As
long as we are dredging up painful memories, I have more.
I
once had tickets for MC Hammer and Vanilla Ice. That part is only a little
embarrassing. I also had tickets for Billy Idol and Faith No More, as well as
Nelson, during that time period, so mainly I think it shows a fairly diverse
musical taste. I made it to the other shows, but not to MC Hammer.
Somehow
the tickets disappeared the day of the show. We did have some workmen come over
to work on the furnace that day, I did share a room at the time, and also, I
have lost other items before (though never concert tickets), but I never found
them.
It
felt worse because it affected someone else. I was going to go with Matt Davis.

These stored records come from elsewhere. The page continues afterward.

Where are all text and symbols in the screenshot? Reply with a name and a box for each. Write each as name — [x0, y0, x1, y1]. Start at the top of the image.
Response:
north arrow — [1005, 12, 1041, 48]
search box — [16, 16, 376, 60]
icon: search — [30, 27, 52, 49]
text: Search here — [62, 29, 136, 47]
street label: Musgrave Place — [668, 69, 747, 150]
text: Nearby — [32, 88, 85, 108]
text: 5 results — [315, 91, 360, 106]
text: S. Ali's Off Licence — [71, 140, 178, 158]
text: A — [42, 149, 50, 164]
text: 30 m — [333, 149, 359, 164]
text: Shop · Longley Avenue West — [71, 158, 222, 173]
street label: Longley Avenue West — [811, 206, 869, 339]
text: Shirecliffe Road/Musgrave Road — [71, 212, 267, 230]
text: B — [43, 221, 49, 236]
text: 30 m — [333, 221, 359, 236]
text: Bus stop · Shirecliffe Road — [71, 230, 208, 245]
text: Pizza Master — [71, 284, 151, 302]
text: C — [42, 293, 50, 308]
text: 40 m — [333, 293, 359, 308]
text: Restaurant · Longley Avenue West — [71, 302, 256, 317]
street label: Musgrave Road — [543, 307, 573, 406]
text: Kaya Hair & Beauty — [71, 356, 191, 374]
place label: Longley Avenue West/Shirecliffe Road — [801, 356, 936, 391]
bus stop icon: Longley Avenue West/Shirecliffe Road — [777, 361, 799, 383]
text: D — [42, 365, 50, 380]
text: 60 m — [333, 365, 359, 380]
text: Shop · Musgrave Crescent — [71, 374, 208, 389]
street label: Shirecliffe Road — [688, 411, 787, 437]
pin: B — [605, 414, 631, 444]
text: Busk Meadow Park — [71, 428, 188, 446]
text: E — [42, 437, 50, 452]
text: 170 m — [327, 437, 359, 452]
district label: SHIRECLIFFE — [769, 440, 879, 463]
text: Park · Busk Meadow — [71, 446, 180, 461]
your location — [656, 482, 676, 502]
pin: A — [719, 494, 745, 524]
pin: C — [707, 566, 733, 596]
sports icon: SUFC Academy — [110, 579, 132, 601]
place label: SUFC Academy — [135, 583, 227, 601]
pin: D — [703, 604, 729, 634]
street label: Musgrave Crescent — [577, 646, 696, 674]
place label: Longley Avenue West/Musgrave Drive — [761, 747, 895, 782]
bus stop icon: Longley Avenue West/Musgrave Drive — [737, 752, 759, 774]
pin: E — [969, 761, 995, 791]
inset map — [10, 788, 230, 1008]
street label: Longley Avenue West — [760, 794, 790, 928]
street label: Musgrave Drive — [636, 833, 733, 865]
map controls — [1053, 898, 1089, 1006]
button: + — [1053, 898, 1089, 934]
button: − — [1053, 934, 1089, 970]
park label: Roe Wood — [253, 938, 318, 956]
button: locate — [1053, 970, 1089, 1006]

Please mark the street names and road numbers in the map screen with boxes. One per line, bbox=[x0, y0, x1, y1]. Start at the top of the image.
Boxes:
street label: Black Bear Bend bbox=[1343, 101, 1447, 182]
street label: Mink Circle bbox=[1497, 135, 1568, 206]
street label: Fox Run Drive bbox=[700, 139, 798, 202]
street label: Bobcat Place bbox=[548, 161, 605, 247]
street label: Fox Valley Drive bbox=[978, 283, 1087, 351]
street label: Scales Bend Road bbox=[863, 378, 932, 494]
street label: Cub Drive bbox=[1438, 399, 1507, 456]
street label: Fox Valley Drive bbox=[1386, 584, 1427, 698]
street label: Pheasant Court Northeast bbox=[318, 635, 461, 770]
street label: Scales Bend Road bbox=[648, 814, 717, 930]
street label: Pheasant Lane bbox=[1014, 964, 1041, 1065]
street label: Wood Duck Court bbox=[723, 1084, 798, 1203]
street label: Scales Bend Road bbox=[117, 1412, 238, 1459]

He was one of the guys on the basketball team I managed, and we weren't
particularly close, and we definitely weren't crushing on each other, but we
had decided to go, and when he came to pick me up I was still frantically
searching my room. The evening was cut short.
That
is not the painful part. The painful part was later, when I was away at
college, and my sisters called to tell me Matt had killed himself.
I
know he didn't kill himself because of the missed concert; there were other
things going on. I did still wonder at times if going to the concert would have
gotten us closer to each other, and maybe I would have been keeping tabs on
him, and known it was getting bad.
Or
maybe if he and Mary had gone out on that date, it would have changed things. There
was a girl he liked, and I knew her, and she was new at the school so didn't
know a lot of people. I tried to fix them up, but she didn't want to. Maybe
that would have changed things.
In
reality, I probably had no ability to affect it. It didn't stop me from
mentally trying to find all sorts of ways to undo it. That's what happens with
suicide. Our mind recoils not just at the loss of a life, but that it was
intentional. Something went terribly wrong and we struggle to reconcile it.
I
suppose I have been thinking about more since Robin Williams died. It wasn't
just him, though that affected a lot of people. Locally a young mother had gone
missing, and there was a lot of publicity until she was found, and discovered
to have taken her own life.
I
had written a little about how frustrated I was with the press releasing
details on the methods used, and the news coverage in general. I could write a
lot about how horrible people can be in their responses, especially via web
comments, for those cases and others. The thing that is working on me now
though is how it gets misunderstood.
I
understand why people call suicide selfish, though it does feel an awful lot
like name-calling, which wouldn't be a good response in general. That's not how
it works though. You may think that they did it with no regard for anyone else,
but for many of them there has been this voice in their head repeating over and
over that they are ruining everyone's lives, and that everyone else would be
better off without them.
They're
wrong. Most of them are way wrong. Some of them may make life more difficult in
some ways, and they feel that. The logic breaks down if you really go into
whether everyone would be better off without them, but usually when I am
dealing with it, it's teenagers. Not only do they have less perspective on life,
not having lived very long, but their pre-frontal cortex isn't fully developed
and there are things they just aren't going to grasp yet.
The
adults should be better able to fight it, and they often are. That reminds me
about one other thing, especially with Robin Williams though, is that then
people felt like everything was a cheat -- that when he was laughing and making
others laugh it was all a lie. That's not true either. They can still have good
times that are real. If they have any tendency toward bipolar, they may have
really intense good times. The lows still hit.
I
don't know what happened with him specifically. Sometimes it is just a matter
of the urge hitting harder at a time when the opportunity is there. What I can
say is that anything that I do understand now is only because I have listened. It's
so easy to avoid the uncomfortable conversations, and to dismiss the thoughts
that seem ridiculous, but it's not ridiculous to them, and they are more
uncomfortable than you. Sometimes you can disrupt that dark moment. Yes, more
dark moments will come, but only because they lived longer. It gives another
chance.
And
that can be enough. There was one more person from school whom I didn't know
well, but I knew from another friend that he seemed to know an awful lot about
suicide, and things that could happen when you tried. And yes, it's a
stereotype, but he did dress Goth. So, I worried about him, and it seemed like
he moved, or wasn't around anymore, and I always wondered.
One
day he showed up on Facebook, and he has a family and work, and a good life.
That happens too. People can make it. Always remember that.